§ **Work task**
In the entries below, count every line with the word "userSpaceOnUse". Return only the count.

Stored items
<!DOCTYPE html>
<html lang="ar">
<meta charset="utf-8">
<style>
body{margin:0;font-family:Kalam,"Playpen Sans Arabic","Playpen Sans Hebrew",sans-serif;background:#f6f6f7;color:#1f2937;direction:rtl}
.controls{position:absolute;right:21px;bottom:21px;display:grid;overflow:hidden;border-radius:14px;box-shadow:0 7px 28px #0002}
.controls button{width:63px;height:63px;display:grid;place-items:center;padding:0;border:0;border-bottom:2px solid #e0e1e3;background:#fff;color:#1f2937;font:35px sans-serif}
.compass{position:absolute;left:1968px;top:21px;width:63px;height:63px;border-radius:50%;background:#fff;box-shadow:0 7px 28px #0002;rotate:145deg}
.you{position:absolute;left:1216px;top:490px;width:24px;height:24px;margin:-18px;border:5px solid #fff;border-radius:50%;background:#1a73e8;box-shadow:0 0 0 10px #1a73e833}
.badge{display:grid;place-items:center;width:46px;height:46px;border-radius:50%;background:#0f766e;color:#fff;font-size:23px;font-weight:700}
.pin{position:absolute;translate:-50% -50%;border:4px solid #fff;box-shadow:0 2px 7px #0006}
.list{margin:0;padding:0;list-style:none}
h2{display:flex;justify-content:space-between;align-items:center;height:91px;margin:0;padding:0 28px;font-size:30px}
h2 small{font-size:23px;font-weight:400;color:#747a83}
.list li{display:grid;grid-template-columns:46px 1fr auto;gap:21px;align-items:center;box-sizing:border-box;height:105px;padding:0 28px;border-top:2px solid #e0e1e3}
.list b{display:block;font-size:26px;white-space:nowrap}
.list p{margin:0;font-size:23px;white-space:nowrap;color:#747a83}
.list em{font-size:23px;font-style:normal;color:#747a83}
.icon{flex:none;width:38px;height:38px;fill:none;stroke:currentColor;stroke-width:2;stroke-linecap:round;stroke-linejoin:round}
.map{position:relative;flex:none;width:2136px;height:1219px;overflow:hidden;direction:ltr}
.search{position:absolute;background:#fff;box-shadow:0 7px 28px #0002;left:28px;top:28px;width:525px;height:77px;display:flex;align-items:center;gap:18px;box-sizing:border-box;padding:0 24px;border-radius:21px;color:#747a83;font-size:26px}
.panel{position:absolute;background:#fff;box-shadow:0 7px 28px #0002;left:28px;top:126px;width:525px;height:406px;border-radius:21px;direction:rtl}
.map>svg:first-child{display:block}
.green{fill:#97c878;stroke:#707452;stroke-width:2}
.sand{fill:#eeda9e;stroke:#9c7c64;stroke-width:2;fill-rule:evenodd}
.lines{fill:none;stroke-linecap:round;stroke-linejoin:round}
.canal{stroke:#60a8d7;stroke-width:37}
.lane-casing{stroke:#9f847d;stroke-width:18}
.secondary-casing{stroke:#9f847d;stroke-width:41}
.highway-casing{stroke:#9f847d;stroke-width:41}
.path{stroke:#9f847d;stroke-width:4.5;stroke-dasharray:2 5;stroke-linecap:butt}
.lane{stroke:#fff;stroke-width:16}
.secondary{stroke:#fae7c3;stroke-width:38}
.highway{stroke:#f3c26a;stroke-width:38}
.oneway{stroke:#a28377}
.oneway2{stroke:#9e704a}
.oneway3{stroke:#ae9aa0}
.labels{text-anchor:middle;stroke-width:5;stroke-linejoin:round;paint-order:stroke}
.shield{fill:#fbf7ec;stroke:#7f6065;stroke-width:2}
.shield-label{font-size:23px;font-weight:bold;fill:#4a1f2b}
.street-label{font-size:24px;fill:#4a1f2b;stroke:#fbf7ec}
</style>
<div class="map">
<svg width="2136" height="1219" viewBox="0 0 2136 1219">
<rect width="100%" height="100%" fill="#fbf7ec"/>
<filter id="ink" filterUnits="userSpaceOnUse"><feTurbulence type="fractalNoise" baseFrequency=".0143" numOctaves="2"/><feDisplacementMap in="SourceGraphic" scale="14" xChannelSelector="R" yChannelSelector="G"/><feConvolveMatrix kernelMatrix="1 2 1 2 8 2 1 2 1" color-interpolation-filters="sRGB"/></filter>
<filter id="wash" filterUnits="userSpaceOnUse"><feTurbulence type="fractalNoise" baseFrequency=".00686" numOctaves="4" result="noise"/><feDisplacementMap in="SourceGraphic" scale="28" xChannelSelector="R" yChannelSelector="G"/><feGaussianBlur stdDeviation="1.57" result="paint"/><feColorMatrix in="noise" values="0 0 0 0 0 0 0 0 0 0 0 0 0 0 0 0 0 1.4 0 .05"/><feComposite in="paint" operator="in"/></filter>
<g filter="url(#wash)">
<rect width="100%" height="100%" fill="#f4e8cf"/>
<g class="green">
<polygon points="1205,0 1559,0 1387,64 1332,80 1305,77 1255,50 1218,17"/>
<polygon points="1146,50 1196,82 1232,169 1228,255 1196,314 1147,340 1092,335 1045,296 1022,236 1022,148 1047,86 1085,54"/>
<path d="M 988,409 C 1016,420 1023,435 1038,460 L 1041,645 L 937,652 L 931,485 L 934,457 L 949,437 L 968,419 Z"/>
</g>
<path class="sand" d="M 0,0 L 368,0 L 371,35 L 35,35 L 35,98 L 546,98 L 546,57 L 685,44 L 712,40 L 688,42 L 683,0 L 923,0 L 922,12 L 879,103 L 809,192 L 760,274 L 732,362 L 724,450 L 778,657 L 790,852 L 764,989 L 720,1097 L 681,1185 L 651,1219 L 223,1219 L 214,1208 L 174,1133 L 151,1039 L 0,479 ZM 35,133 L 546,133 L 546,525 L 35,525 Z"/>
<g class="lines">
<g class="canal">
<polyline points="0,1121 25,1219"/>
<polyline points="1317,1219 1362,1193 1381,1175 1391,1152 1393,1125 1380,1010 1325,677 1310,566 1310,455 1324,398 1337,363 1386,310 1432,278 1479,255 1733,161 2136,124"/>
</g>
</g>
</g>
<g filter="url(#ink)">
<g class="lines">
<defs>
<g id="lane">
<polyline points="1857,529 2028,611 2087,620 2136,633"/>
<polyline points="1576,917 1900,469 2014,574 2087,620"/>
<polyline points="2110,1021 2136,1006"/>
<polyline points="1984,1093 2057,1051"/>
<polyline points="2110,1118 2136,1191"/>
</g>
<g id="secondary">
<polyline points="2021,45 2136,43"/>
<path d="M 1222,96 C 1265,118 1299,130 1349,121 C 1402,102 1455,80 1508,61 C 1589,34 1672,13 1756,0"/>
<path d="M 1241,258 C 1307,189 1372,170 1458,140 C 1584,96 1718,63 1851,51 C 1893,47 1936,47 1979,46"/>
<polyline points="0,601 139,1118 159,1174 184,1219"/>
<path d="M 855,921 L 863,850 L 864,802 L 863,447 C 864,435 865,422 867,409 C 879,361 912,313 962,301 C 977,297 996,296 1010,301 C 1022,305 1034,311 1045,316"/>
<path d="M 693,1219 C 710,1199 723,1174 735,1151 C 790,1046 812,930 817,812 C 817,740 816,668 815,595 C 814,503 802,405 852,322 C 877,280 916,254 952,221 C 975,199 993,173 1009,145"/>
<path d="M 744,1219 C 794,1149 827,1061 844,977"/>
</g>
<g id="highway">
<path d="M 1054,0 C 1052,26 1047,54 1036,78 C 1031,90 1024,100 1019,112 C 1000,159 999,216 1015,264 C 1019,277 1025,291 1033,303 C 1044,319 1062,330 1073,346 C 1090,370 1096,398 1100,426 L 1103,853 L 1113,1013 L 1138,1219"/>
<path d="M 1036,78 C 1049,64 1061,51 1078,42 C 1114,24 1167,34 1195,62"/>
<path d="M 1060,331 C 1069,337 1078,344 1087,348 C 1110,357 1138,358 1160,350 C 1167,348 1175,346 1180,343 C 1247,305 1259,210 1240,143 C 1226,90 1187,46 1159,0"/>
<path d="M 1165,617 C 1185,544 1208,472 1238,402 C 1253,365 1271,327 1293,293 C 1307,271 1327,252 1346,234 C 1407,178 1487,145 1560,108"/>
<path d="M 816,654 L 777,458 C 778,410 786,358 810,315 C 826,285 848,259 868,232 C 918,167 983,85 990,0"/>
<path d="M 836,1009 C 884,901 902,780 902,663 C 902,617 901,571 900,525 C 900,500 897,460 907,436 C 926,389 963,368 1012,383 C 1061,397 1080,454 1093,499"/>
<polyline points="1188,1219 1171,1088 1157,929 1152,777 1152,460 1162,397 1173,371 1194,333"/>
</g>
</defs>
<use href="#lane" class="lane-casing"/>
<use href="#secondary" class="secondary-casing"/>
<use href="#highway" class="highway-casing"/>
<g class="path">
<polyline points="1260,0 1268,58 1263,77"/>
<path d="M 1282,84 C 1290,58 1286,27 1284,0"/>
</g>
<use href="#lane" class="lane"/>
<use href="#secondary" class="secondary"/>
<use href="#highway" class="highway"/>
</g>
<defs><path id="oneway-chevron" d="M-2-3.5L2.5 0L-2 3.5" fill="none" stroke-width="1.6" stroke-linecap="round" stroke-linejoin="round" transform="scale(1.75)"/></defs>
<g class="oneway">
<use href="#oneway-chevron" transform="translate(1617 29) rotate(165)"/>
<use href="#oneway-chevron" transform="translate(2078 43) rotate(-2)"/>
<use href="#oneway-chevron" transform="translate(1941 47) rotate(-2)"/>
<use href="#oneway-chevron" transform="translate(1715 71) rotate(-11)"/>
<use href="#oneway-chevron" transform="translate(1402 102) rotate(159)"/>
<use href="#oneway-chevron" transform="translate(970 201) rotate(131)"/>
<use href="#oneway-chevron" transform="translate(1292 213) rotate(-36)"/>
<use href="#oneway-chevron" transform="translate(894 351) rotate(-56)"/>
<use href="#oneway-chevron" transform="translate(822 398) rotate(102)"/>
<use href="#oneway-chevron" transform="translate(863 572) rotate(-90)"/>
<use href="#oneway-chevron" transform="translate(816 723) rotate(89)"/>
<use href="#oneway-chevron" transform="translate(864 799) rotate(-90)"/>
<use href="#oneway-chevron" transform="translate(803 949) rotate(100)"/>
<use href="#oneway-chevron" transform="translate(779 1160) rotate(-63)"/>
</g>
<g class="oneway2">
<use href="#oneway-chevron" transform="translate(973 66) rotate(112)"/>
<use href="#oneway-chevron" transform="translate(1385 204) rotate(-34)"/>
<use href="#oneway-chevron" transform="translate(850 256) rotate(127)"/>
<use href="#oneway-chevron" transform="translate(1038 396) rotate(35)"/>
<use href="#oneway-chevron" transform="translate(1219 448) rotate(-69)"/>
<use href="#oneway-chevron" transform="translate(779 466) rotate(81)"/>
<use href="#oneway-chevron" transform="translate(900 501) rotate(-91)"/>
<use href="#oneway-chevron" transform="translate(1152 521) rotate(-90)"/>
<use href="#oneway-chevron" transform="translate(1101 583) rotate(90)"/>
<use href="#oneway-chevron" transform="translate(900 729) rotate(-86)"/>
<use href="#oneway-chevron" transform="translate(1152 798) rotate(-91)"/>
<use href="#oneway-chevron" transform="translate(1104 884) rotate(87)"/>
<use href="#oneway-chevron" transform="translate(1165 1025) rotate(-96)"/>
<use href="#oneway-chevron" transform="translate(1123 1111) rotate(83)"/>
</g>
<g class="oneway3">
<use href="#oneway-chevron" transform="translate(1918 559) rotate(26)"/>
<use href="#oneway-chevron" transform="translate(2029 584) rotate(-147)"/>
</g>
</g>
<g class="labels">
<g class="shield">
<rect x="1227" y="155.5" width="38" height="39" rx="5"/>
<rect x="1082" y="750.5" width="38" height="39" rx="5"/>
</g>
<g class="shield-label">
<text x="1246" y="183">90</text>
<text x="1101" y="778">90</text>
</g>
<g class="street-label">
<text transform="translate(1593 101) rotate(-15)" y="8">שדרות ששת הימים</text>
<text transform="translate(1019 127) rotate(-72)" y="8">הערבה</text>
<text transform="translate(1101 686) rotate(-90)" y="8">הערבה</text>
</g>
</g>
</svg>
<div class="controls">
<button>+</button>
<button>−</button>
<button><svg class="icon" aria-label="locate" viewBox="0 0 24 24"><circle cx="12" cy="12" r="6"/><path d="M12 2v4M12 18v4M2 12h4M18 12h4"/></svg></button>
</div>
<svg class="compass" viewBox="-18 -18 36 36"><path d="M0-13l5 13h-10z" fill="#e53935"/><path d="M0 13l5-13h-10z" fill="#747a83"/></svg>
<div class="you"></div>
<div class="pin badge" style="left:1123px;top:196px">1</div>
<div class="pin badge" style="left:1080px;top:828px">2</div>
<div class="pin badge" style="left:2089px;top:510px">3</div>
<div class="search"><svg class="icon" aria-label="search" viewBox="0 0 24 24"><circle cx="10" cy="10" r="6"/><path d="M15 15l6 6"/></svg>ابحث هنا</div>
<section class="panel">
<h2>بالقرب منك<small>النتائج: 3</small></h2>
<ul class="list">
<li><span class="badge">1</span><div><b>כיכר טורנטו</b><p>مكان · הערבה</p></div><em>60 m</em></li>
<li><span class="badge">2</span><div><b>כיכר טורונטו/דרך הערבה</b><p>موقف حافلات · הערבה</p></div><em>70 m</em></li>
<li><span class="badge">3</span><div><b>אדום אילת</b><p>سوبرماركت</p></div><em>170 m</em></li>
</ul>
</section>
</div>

§ **Written solution**
2